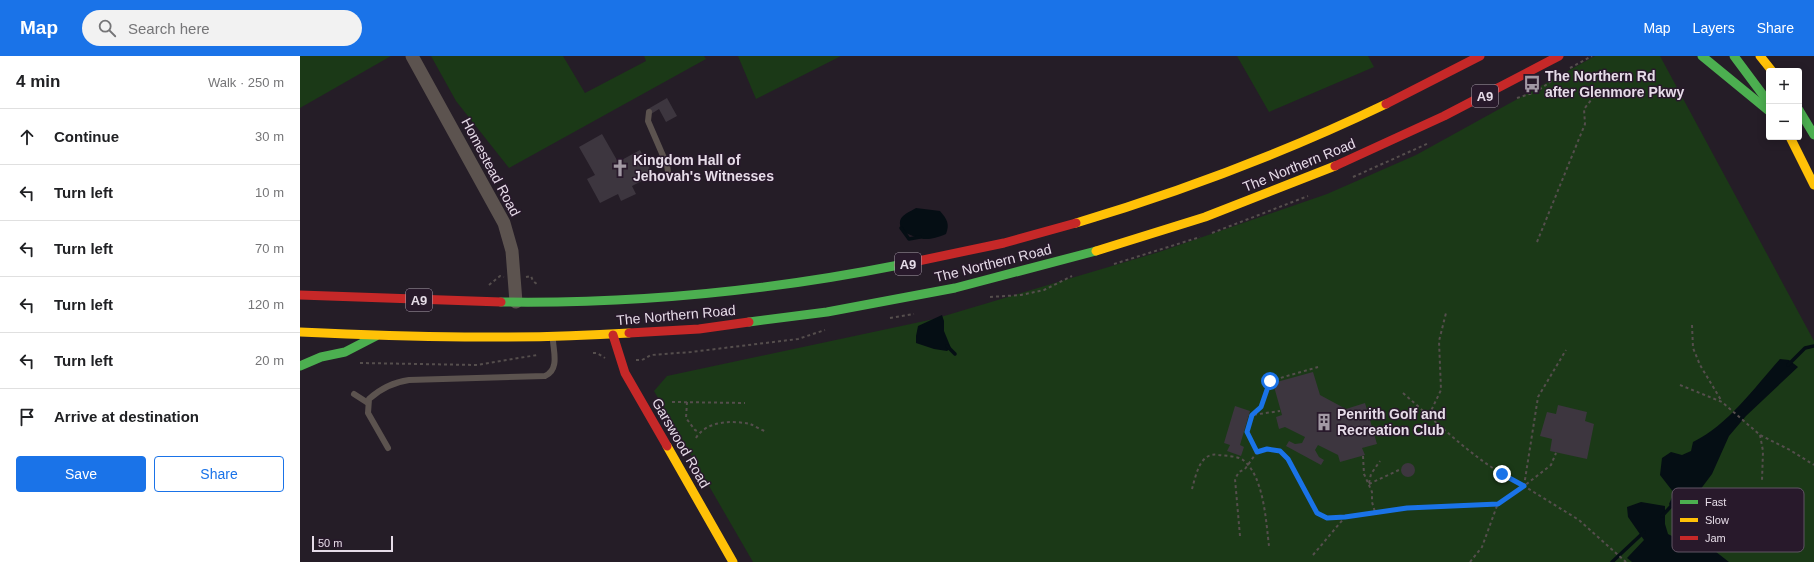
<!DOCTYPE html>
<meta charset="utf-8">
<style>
:root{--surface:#fff;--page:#f2f2f2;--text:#202124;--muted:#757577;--line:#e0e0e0;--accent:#1a73e8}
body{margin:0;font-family:Arial,sans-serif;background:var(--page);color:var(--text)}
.controls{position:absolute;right:12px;top:12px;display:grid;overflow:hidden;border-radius:4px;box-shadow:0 2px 10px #0003}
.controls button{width:36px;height:36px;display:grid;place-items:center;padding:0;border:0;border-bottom:1px solid var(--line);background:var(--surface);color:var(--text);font:20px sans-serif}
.scale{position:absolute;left:12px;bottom:10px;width:81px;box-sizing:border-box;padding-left:4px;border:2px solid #e6dce8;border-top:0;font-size:11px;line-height:14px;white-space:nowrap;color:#e6dce8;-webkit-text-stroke:3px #28192b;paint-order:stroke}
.stop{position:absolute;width:12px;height:12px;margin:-9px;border:3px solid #1a73e8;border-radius:50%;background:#fff}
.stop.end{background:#1a73e8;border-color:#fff;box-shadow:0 1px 4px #0008}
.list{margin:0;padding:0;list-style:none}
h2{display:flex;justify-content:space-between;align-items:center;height:52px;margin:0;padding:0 16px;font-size:17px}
h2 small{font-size:13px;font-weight:400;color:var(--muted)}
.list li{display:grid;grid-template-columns:26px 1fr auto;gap:12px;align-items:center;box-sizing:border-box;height:56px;padding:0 16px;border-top:1px solid var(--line)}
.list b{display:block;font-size:15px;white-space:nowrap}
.list em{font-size:13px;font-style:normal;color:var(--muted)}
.actions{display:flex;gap:8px;padding:12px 16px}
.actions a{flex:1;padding:9px 0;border:1px solid var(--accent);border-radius:4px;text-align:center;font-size:14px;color:var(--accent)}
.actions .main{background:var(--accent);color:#fff}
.icon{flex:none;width:22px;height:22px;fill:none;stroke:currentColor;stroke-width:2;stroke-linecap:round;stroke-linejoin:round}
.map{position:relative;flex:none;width:1514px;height:506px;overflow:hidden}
header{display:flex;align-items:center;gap:24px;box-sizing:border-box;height:56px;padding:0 20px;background:var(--accent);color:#fff}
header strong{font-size:19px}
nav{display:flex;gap:22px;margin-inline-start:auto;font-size:14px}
.search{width:280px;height:36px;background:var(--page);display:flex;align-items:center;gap:10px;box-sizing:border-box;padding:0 14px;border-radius:22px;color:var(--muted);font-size:15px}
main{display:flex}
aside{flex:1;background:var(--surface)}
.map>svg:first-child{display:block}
.green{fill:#1b3917}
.water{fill:#050e14}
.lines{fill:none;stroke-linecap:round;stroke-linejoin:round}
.stream{stroke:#050e14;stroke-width:3.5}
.building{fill:#3d363f}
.path{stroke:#554e4d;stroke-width:2;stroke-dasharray:3 3;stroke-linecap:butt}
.lane{stroke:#5c534f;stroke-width:6}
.street{stroke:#5c534f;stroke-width:13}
.fast{stroke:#4caf50;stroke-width:9}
.slow{stroke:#ffc107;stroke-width:9}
.jam{stroke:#c62828;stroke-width:9}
.route{stroke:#1a73e8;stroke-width:5}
.labels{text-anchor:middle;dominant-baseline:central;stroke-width:3;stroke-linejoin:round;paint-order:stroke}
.shield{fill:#28192b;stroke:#ada2af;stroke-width:1}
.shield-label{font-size:13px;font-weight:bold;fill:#e6dce8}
.poi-label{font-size:14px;font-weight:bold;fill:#e6dce8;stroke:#28192b;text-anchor:start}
.street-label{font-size:14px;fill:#e6dce8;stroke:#28192b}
.key{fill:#28192b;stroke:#615464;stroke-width:1}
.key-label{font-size:11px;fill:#e6dce8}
</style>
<header>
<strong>Map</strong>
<div class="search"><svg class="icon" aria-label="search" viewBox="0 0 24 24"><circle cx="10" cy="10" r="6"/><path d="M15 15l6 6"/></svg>Search here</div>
<nav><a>Map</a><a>Layers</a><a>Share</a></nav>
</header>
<main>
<aside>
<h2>4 min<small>Walk · 250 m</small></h2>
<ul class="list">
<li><svg class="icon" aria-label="ahead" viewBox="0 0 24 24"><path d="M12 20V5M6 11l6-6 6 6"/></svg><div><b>Continue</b></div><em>30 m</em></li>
<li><svg class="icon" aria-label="left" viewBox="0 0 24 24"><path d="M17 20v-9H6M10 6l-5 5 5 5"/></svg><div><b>Turn left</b></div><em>10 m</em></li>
<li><svg class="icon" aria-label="left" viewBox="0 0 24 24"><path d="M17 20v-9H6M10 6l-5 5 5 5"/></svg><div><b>Turn left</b></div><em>70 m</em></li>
<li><svg class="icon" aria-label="left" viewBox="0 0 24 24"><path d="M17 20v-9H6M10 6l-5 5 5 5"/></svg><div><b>Turn left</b></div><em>120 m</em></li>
<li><svg class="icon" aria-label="left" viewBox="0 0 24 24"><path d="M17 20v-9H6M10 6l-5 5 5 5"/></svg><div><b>Turn left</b></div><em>20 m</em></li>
<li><svg class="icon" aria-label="arrive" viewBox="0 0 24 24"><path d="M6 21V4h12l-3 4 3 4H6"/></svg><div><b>Arrive at destination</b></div></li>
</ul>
<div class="actions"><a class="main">Save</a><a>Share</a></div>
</aside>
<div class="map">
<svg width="1514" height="506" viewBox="0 0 1514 506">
<rect width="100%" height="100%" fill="#251d27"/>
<g class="green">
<polygon points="0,0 91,0 0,52"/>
<polygon points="131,0 263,0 285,37 346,5 344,0 404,0 406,3 209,112 156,45"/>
<polygon points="438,0 541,0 456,43"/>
<polygon points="937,0 1068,0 1074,11 969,56"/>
<polygon points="1295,0 1360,0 1514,285 1514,506 453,506 354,335 367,320 634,263 859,196 1027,138 1116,99"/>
</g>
<g class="water">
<path d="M616,152L640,155C647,163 650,168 646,178C627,186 620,184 602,175C596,161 604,159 616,152Z"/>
<polygon points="642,259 644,265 644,275 651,292 647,295 634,293 616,287 616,280 618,270"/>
<path d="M1480,303L1489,304L1498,311L1446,360L1429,380L1412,418L1388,450L1373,454L1369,448L1374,437L1360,419L1362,402L1371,396L1382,399L1391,395L1393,386C1428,369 1454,332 1480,303Z"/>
<polygon points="1341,446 1365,450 1365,468 1368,478 1382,485 1411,492 1429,506 1332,506 1327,502 1344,484 1328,461 1327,451"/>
</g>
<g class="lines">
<g class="stream">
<polyline points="601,172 609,183 620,181"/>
<polyline points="647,290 655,298"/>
<polyline points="1488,309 1505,292 1514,290"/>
<polyline points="1362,460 1374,447"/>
<polyline points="1312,506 1344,476"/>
</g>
</g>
<g class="building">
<polygon points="367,42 377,60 366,66 359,53 351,58 348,53"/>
<polygon points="302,78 318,106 340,94 353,119 332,130 336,138 321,145 318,138 300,147 287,123 295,119 279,91"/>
<polygon points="1013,316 1020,339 1046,353 1065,347 1077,388 1062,392 1065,399 1040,406 1038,399 1018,389 1015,394 1019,401 1024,404 1021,409 986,390 989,385 995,388 1002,387 1005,381 985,371 979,373 976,361 982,359 973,327"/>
<polygon points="1258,349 1287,356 1285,365 1294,368 1287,403 1250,395 1252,383 1240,380 1247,356 1256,358"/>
<polygon points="935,350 950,355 940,389 944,391 941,400 927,395 930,389 924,387"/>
<circle cx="1108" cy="414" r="7"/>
</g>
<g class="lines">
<g class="path">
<polyline points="1270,12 1292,0"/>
<polyline points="1217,42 1236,36 1260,19"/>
<polyline points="1053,121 1129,87"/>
<polyline points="912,177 1008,140"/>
<polyline points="1237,186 1285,68 1284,53 1296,38"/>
<polyline points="814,208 900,181"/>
<polyline points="226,221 231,220 233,225 238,229"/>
<polyline points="189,229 200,220 204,221"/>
<polyline points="690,241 721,239 744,234 772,220"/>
<polyline points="590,262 614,258"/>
<polyline points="1392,269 1393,292 1400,309 1421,344"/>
<polyline points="293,297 297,297 305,302"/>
<polyline points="336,304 342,304 351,299 391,296 498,283 525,274"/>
<polyline points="60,307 177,309 237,299"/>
<polyline points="1380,329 1422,346 1460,379 1490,394 1514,409"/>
<path d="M1103,337C1141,370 1178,408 1224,430L1251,409L1256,397"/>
<polyline points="372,346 445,347"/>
<polyline points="387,346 386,362 395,374 399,376"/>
<polyline points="1129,359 1141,334 1139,285 1146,257"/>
<polyline points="949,360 952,359 961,351 970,325 1018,311"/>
<polyline points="1460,379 1463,395 1462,425"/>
<path d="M396,382C406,365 432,364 450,368C455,370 461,374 467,376"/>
<polyline points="957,396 947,375 952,359 980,355"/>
<polyline points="1063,400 1064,418 1072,436 1072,446 1075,456"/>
<polyline points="1069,427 1071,418 1080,405"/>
<polyline points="1069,428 1101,413"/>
<polyline points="1224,430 1238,341 1266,294"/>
<path d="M892,433C896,419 900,395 919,399C926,400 938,400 943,404C964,420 966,466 969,490"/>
<polyline points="940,480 935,423 939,416 945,413 957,396 967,393 980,395 988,403 1017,457 1027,462 1045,461 1107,452 1198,447 1224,430 1279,464 1326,506"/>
<polyline points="1013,499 1045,461"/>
<polyline points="1170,506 1182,491 1198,447"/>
</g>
<g class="lane">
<polyline points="349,56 348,65 367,109 369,123"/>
<polyline points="54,338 68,347"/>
<path d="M88,392L68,357L69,343C80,333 95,326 109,324L245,320C259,314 254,297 253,285"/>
</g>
<polyline class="street" points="112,0 204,167 212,195 216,246"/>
<g class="fast">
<polyline points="1402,0 1469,55"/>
<polyline points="1434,0 1469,47"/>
<polyline points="1499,54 1514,79"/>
<path d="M201,246C335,248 468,235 599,209"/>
<polyline points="449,266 527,256 655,232 796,195"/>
<polyline points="0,310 21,301 45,296 76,280"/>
</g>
<g class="slow">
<polyline points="1460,0 1472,15"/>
<polyline points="1490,81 1514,129"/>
<path d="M776,167C883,135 986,96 1086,48"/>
<polyline points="796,195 905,161 1035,110"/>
<path d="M0,276C110,281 219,284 329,277"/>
<polyline points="367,390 433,506"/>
</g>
<g class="jam">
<polyline points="1086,48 1180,0"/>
<polyline points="1035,110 1144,60 1259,0"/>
<polyline points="599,209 704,187 776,167"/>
<polyline points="0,239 201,246"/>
<polyline points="329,277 399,273 449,266"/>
<polyline points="313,279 325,317 367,390"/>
</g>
</g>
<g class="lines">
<polyline class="route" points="970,325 961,351 952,359 947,376 957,396 967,393 980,395 988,403 1017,457 1027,462 1045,461 1107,452 1198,448 1224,430 1202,418"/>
</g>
<defs>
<g id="bus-bare" transform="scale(1.38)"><path d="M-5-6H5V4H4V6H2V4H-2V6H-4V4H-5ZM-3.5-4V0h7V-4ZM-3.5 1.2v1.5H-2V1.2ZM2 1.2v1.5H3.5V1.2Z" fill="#a299a4" stroke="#28192b" stroke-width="2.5" paint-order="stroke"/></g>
<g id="church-bare" transform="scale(1.38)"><path d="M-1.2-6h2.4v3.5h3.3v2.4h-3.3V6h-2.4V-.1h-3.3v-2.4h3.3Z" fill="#a299a4" stroke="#28192b" stroke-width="2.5" paint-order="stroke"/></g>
<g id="building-bare" transform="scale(1.38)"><path d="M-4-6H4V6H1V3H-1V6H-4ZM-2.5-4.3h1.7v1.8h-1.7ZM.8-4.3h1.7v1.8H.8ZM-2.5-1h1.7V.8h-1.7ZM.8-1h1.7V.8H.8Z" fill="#a299a4" stroke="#28192b" stroke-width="2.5" paint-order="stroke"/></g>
</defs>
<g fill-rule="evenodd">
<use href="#bus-bare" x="1232" y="28"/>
<use href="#church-bare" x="320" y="112"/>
<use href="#building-bare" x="1024" y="366"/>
</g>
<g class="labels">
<g class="shield">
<rect x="1172" y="29" width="26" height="22" rx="3"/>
<rect x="595" y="197" width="26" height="22" rx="3"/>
<rect x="106" y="233" width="26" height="22" rx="3"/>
</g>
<g class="shield-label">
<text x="1185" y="40">A9</text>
<text x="608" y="208">A9</text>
<text x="119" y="244">A9</text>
</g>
<g class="poi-label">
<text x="1245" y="20">The Northern Rd<tspan x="1245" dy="16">after Glenmore Pkwy</tspan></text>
<text x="333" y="104">Kingdom Hall of<tspan x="333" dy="16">Jehovah's Witnesses</tspan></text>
<text x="1037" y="358">Penrith Golf and<tspan x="1037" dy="16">Recreation Club</tspan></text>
</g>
<g class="street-label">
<text transform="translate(999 109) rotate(-22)">The Northern Road</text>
<text transform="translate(191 111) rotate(62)">Homestead Road</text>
<text transform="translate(693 207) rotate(-14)">The Northern Road</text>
<text transform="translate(376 259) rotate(-5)">The Northern Road</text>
<text transform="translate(381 387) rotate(60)">Garswood Road</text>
</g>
</g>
<rect x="1372" y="432" width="132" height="64" rx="6" class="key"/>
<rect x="1380" y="444" width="18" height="4" fill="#4caf50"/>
<rect x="1380" y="462" width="18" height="4" fill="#ffc107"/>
<rect x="1380" y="480" width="18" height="4" fill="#c62828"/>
<g class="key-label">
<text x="1405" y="450">Fast</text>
<text x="1405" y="468">Slow</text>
<text x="1405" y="486">Jam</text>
</g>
</svg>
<div class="controls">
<button>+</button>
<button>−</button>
</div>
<div class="scale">50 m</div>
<div class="stop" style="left:970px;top:325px"></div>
<div class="stop end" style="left:1202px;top:418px"></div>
</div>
</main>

********************

# Required work
Give the number of lines above containing the word "sans", with no other text.

# Answer section
2